How can atheism's critique of religion proceed out of the information contained in this? Atheism could be defined as an absence of theistic belief, but that definition does not actually defend the belief in atheism.
Practically, atheism requires not only a rejection of theism, but all of the tools and methods required to defend this rejection, which encompasses hundreds of years of history and many, many different ideologies and movements working together towards the goal of eliminating religion.
(March 12, 2013 at 1:09 pm)Ryantology Wrote: But, you can't define atheism by any of those traits. Atheism neither demands any of those behaviors, nor does it in any way lead to them, passively. The same cannot be said of Christianity, a religion which derives from a God who revels in bloodshed, rape, misery, and torture, who commands people to murder, loot, and enslave, who will condemn a person for not believing in him. God embodies every one of humanity's worst behavioral traits and almost none of its best, and your religion, your dogma, your very faith, comes from that.

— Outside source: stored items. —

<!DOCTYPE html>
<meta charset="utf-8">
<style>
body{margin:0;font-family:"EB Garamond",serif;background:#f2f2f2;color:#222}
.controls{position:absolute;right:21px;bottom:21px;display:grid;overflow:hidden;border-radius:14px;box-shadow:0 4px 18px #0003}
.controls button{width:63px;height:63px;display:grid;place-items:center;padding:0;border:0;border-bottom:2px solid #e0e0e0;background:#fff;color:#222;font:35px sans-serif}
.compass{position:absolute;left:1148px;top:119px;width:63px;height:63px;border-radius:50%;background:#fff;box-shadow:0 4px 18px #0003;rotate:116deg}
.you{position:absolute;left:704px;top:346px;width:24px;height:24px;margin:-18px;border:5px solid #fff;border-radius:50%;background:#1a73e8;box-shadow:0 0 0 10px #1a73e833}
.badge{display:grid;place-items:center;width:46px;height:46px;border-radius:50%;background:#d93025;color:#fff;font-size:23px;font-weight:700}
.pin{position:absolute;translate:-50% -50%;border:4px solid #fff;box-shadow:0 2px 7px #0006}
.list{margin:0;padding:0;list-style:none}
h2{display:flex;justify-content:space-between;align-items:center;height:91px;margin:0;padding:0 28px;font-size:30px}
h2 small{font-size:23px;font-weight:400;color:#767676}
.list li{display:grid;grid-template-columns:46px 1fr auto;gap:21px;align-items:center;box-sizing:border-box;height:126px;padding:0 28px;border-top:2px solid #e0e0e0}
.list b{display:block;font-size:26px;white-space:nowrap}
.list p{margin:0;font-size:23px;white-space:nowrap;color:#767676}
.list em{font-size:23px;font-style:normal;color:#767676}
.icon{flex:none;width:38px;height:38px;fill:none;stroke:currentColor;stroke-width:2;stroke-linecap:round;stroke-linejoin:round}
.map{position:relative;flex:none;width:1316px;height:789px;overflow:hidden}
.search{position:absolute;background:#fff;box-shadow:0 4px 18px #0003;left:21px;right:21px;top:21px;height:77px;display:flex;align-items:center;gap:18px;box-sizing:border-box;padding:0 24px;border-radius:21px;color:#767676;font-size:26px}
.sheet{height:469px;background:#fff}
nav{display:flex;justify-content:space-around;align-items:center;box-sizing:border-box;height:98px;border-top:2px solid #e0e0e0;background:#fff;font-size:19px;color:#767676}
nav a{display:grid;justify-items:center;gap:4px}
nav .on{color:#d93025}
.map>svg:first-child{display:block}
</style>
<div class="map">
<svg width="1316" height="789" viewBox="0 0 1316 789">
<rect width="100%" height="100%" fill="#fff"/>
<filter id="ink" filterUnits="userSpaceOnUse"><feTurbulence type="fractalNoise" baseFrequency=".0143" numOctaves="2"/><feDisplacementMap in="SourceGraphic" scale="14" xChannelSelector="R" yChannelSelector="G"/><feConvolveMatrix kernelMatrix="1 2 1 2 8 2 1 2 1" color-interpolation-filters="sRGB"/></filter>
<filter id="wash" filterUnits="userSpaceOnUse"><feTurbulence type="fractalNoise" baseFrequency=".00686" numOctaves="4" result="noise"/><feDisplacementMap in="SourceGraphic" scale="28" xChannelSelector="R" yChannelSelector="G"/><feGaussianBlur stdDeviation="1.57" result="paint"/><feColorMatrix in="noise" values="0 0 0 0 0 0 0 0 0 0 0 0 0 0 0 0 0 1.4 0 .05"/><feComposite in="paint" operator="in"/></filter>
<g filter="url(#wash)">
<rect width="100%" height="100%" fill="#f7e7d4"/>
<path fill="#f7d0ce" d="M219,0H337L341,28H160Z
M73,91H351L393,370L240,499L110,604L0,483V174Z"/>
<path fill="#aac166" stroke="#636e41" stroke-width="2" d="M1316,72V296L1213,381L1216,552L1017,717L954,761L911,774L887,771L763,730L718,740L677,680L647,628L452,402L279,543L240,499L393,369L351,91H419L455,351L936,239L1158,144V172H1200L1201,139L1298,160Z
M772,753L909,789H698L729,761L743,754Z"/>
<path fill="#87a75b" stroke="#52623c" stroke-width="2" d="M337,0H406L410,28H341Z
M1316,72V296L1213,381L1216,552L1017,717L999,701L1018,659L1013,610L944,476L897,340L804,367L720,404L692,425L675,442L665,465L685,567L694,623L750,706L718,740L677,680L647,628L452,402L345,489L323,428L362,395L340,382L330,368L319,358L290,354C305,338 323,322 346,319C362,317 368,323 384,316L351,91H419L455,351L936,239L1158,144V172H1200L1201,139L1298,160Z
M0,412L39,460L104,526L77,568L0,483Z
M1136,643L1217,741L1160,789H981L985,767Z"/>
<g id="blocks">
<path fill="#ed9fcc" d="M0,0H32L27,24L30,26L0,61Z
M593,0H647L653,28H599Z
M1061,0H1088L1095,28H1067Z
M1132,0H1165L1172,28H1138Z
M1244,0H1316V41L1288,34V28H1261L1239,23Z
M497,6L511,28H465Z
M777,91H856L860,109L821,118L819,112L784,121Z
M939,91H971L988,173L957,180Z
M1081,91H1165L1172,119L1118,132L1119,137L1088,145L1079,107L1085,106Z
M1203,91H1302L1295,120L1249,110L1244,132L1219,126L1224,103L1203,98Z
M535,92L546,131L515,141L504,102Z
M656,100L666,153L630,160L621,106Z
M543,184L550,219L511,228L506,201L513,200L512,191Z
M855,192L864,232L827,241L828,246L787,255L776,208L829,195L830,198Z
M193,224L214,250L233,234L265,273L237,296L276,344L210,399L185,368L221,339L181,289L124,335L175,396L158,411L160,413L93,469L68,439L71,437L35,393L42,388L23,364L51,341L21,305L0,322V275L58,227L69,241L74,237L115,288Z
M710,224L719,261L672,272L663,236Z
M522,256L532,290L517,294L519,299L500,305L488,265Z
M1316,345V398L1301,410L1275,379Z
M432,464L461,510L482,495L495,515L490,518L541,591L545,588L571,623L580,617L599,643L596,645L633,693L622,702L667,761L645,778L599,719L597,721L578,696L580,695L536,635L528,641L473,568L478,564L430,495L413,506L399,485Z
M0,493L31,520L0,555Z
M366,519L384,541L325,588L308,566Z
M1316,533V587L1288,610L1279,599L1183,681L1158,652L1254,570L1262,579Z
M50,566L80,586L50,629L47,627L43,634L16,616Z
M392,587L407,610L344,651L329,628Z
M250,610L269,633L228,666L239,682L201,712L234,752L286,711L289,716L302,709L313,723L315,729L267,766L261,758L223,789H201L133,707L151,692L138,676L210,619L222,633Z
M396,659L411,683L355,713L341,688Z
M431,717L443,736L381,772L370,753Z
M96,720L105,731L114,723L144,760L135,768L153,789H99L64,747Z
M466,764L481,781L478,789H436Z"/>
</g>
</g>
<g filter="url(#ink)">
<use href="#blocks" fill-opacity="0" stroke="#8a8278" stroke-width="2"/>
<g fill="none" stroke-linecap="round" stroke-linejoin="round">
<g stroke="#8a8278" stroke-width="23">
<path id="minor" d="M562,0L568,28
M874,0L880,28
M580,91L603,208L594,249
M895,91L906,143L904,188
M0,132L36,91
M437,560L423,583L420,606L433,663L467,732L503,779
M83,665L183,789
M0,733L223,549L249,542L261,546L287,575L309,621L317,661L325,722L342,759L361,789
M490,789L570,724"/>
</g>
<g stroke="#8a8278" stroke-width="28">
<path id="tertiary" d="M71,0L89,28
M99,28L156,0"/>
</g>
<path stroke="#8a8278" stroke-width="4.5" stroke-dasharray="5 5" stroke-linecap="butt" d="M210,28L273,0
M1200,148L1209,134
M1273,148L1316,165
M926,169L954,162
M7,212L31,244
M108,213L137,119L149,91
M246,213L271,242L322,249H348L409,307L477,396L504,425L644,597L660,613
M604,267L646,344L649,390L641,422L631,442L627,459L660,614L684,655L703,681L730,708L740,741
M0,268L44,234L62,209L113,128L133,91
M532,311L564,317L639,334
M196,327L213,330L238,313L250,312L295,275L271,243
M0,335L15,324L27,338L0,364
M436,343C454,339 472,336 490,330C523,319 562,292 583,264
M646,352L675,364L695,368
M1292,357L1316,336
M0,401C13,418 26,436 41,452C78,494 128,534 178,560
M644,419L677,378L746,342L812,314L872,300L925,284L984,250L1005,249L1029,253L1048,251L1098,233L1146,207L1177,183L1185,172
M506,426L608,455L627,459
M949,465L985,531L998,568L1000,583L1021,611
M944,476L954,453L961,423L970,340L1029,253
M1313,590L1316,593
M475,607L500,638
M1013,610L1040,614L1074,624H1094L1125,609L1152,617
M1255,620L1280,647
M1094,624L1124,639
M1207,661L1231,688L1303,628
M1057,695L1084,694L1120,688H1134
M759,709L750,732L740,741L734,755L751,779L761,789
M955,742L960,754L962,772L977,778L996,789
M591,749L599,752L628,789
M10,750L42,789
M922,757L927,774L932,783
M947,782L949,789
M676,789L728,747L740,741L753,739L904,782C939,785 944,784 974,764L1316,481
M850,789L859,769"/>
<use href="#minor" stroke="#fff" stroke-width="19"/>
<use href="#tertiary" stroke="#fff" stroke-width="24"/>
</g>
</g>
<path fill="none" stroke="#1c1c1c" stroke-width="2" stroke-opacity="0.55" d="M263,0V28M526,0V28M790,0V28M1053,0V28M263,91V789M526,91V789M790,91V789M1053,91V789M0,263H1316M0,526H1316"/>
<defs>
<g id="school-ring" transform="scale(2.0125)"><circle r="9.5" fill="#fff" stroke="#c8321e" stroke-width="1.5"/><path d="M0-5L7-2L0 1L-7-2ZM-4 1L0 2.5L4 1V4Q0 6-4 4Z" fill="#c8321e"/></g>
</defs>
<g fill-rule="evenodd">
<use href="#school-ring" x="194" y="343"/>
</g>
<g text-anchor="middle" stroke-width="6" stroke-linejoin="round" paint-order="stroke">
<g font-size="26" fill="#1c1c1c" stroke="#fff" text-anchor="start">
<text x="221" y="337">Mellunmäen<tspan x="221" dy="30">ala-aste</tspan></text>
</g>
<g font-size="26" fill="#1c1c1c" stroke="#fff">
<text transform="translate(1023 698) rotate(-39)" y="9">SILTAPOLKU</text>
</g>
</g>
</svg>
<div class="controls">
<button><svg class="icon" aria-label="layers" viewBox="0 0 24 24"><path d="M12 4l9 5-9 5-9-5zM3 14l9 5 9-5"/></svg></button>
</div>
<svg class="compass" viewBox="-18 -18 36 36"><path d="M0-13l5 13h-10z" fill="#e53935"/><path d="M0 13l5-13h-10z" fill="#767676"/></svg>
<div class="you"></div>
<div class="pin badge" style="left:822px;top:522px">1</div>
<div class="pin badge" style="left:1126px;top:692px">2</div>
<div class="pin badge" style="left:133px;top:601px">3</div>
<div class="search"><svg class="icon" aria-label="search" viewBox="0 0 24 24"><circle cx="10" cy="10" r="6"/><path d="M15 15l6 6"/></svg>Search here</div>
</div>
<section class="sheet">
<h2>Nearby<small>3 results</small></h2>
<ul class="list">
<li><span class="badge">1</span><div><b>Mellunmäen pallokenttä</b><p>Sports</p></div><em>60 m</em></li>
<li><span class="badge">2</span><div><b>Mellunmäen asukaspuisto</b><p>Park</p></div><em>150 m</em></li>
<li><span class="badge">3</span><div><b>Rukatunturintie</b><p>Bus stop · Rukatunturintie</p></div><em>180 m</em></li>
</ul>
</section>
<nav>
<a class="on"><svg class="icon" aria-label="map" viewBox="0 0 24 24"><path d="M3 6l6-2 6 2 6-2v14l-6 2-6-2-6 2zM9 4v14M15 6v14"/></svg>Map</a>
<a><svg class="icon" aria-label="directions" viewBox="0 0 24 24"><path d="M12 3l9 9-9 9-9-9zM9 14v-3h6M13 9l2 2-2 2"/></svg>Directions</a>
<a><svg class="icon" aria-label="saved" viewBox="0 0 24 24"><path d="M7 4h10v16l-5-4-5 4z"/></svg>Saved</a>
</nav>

This is a good example of the role that ideologies non-central to atheism play in defining atheism's rejection of God. Consider the many reference of the words used and how they point back to different philosophical notions. For an atheist critique of religion to be successful, it is necessary not only to demonstrate that atheistic beliefs critiques of Christian morality are true, but that the atheist morality that underlies these critiques is an authoritative understanding of morality.
As a side note, the Christian life consists in the believer in some ways imitating God but it is not required that there be a direct correspondents between the ethics that God follows and the ethics of Christianity. Christianity does not teach this, so for Christianity to be contradictory, it must be shown that this is required in some other way.